Where have all the survival horror games gone?

During a ‘Making Of’ documentary for his most recent game--The Evil Within--veteran developer Shinji Mikami said a curious thing: “There aren’t any real survival horror games in the world right now”. The man who created Resident Evil 4 thinks horror games have become “all action”, and that, with his first game from his new Tango Gameworks studio, he's motivated to create a pure survival horror game. And that got us thinking. Where have all the survival horror games gone?

A large part of us agrees with Mikami--games like Dead Space 3 and Resident Evil 5 & 6 have taken the survival horror genre, loaded it up with as many guns as it can carry, and told it to start shooting. Sure the shocks and scares are still present, but much of the psychological menace has drained away from them. Quite simply, when you’ve been given enough ammo and firepower to level a small European nation, there’s little reason to run away. In fact, ask yourself this: When was the last time you ran away in a game? Not just to hide behind cover and let your shield recharge, but actually ran away because you were out-matched and terrified?

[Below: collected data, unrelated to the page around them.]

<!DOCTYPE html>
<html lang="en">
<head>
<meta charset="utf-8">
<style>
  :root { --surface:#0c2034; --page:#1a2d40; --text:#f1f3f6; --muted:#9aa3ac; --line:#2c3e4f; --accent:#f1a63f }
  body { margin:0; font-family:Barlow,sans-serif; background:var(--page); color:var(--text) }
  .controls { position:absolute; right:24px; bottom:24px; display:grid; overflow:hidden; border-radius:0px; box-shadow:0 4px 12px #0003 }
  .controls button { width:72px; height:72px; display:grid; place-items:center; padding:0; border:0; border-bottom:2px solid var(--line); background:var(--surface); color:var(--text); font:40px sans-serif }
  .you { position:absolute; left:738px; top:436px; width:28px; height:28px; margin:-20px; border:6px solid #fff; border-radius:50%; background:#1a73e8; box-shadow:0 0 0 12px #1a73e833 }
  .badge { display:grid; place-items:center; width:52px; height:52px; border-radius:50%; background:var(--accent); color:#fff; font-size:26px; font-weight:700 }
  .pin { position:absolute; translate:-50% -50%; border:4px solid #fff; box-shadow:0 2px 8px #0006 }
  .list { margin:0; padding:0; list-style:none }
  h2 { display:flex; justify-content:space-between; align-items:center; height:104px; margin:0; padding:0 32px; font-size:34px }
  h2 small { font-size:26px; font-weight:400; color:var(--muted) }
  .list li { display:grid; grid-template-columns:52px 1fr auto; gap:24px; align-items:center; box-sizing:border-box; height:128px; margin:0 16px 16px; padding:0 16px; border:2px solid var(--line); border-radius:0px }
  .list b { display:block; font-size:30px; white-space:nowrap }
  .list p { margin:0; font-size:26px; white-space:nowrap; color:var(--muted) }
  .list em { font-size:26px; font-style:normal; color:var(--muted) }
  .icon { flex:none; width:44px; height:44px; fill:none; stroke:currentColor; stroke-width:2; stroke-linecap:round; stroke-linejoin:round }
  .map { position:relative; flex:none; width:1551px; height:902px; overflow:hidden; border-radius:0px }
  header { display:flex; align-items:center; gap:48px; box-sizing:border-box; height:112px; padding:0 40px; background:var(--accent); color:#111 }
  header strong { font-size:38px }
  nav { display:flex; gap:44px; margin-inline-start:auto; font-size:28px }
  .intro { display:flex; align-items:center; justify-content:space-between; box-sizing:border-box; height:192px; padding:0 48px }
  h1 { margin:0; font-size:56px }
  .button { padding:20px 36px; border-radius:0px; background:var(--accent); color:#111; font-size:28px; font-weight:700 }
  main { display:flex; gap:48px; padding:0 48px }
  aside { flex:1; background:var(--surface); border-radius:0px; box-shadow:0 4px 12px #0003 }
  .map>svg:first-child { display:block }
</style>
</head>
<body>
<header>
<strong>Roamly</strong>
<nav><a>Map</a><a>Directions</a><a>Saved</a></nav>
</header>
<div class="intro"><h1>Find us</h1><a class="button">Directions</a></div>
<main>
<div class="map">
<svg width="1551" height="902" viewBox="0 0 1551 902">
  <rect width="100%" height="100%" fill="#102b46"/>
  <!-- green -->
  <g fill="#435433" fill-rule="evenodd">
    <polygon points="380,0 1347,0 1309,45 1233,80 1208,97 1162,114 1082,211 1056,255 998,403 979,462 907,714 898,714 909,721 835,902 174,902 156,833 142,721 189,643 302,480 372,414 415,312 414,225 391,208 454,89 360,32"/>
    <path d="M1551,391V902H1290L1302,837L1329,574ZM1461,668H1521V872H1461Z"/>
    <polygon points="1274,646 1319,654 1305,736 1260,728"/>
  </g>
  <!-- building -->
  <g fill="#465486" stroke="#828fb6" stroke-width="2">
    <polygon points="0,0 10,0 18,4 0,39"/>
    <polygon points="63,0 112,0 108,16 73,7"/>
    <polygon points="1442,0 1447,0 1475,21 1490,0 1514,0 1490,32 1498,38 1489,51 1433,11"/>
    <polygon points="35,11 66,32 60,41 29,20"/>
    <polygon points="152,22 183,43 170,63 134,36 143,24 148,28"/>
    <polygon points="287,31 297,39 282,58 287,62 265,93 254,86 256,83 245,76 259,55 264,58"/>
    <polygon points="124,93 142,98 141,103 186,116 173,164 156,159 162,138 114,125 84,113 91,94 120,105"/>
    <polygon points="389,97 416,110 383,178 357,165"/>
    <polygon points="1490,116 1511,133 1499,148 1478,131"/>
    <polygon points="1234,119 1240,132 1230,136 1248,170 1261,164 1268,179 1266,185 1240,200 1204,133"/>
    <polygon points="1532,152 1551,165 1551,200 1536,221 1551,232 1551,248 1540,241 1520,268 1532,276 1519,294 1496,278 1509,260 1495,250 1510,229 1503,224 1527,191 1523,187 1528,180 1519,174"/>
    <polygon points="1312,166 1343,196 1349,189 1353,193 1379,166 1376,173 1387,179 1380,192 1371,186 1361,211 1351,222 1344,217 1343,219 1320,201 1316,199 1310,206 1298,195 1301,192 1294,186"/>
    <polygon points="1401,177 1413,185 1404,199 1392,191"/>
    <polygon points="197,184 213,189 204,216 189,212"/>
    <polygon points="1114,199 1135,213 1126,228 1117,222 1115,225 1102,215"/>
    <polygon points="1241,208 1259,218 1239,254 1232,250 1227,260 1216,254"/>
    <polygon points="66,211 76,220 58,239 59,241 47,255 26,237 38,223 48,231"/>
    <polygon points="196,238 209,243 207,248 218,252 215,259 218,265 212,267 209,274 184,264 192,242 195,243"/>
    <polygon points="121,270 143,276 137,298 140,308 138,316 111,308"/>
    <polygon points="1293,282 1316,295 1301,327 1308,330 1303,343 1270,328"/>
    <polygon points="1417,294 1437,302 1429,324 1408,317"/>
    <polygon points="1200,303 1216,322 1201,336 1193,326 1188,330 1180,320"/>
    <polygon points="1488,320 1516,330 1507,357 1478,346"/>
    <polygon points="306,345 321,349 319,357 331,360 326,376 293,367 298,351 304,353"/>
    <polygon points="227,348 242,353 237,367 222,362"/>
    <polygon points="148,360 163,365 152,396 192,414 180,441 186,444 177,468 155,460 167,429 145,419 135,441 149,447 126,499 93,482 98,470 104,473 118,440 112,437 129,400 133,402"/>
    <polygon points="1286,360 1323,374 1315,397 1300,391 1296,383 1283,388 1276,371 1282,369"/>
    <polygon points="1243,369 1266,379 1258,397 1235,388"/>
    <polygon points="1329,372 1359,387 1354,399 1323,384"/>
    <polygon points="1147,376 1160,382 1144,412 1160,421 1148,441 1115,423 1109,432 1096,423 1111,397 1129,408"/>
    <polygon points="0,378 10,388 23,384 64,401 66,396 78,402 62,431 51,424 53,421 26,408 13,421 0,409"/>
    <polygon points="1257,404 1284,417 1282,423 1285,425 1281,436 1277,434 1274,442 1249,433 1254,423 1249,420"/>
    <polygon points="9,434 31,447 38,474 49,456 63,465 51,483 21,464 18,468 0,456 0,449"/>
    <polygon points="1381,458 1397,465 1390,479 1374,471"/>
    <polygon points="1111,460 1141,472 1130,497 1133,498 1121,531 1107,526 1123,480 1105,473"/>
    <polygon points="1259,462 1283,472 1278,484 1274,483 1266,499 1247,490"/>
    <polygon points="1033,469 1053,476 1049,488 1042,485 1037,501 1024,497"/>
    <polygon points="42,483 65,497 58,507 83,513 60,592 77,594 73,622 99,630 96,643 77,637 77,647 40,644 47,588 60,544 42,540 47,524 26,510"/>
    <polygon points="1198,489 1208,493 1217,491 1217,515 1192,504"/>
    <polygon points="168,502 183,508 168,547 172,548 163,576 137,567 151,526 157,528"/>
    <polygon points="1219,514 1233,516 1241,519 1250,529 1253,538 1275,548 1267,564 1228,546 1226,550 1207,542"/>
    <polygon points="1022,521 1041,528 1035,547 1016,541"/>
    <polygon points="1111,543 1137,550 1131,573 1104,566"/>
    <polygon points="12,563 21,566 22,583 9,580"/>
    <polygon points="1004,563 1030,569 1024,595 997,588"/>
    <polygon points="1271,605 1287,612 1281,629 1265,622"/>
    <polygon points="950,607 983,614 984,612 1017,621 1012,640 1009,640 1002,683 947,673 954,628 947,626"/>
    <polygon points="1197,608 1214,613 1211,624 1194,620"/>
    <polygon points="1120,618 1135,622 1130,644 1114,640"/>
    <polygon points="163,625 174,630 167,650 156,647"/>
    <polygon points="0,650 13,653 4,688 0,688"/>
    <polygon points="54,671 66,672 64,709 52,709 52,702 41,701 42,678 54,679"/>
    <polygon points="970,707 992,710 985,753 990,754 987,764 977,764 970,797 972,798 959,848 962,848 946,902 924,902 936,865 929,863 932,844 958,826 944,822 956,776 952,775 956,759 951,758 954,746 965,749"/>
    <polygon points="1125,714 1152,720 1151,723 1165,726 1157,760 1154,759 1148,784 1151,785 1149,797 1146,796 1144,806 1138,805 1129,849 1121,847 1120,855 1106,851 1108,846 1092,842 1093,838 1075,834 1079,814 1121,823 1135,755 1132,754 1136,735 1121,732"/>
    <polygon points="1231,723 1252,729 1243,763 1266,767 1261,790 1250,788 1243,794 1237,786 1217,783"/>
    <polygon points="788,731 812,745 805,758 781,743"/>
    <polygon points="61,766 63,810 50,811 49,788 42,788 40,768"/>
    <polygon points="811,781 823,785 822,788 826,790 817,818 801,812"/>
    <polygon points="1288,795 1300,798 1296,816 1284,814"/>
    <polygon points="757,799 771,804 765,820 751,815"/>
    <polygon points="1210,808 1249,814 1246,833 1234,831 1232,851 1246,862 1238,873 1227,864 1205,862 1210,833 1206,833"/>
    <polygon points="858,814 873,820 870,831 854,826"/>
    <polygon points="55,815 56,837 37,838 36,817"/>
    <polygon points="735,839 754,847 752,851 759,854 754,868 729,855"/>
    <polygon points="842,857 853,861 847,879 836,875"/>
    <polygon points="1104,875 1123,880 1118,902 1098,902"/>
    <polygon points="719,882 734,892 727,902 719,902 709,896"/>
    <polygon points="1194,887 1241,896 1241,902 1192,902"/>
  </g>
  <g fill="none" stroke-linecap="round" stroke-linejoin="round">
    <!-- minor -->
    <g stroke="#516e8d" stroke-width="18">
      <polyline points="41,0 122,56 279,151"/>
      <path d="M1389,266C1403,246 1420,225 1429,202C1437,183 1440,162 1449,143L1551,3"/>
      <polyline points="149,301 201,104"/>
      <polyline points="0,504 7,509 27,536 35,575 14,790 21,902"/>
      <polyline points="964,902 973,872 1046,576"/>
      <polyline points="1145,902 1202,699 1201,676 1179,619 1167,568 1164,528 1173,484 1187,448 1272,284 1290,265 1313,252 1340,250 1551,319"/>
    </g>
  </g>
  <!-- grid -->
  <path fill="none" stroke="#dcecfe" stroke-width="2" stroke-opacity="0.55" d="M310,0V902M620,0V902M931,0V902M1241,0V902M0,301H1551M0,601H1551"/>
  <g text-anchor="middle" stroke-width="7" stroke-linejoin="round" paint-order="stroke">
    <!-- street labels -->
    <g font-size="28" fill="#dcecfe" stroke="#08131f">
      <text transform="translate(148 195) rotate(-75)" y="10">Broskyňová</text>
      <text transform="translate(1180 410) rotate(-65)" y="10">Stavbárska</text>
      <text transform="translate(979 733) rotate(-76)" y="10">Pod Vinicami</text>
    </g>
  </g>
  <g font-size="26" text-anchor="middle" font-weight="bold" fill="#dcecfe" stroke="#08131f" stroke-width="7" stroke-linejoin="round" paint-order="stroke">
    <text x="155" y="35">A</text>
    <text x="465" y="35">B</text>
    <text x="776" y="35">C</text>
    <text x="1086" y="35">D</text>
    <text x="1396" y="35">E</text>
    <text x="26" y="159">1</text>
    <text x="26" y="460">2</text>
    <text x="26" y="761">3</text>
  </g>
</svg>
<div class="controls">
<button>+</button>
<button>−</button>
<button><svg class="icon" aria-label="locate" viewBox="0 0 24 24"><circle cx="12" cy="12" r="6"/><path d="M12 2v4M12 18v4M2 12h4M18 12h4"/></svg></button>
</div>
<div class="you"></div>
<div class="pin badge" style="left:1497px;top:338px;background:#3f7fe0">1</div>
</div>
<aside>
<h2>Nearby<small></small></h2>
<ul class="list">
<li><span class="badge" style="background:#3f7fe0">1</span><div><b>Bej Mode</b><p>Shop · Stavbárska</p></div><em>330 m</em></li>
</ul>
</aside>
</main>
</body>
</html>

Throughout the ‘Making Of’ documentary for The Evil Within, Mikami and his team reiterate that creating a proper survival horror is incredibly tough. You need to create those moments where the last bullet really counts, where you genuinely have to choose between fight and flight… but without making the game prohibitively tough. In recent years Demon / Dark Souls is the series that has really nailed a similar kind of tension, but a survival horror game it is not.

In fact, throughout gaming history, there have been fewer true horror titles than you’d think. There’s a decent argument for a point-and-click adventure called Uninvited (1986) being the first survival horror title, but many regard Capcom’s Sweet Home (1989) as the first game in the genre that we’d recognise as ‘horror’ today. There then followed a decade of classic, chilling games like Alone in the Dark, Dark Seed, I Have No Mouth But I Must Scream, Resident Evil, and Silent Hill. You can catch all the highlights in CVG's excellent history of horror.

However, following the release of Silent Hill 2 (2001) there was a dramatic decline in true survival horror games. Ironically, the release of Resident Evil 4 (2005), all but killed the genre. Instead of following the templates of previous Resi games, number four underwent a serious redesign--at the hands of Mikami--to become more action game than horror. Since, we’ve either had action games with horror themes or pale imitations of past glories like Alone In The Dark and Silent Hill Homecoming.

Part of the reason is undoubtedly down to tech. Silent Hill 2 (a game this writer sees as the greatest survival horror ever made) enjoyed the happy coincidence that the PS2 needed to shroud the town in fog because of memory limitations, and that lower resolution textures guaranteed terrifyingly ambiguous monsters. Since the dawn of HD, there has been little reason to restrict the vision of our gaming protagonists because developers can show things off in crisp 1080p. In fact, tech allows developers to show off and that’s precisely what many have done; most opting for shock set-pieces rather than levels that create slow, deliberate dread. Even Alan Wake, which gave us some creepy forest environments and ghostly town-settings, couldn't resist the opportunity to show off via strange set-pieces like its 'rock concert'.

Marketing is another reason why--on console at least--horror has fallen from favour. It’s tough to demonstrate how terrifying a game is in a 20 second TV commercial, or even a three-minute demo at E3. You’ll never wrestle attention away from Nathan Drake blowing up half of Shambala with a dark room that may--or may not--have something sinister crawling across it. And as for a protagonist who has murdered his wife and made demons manifest through his sexual frustrations and desires? If James Sunderland and the rest of Silent Hill 2 was pitched to a board now, it’d be laughed out of the office.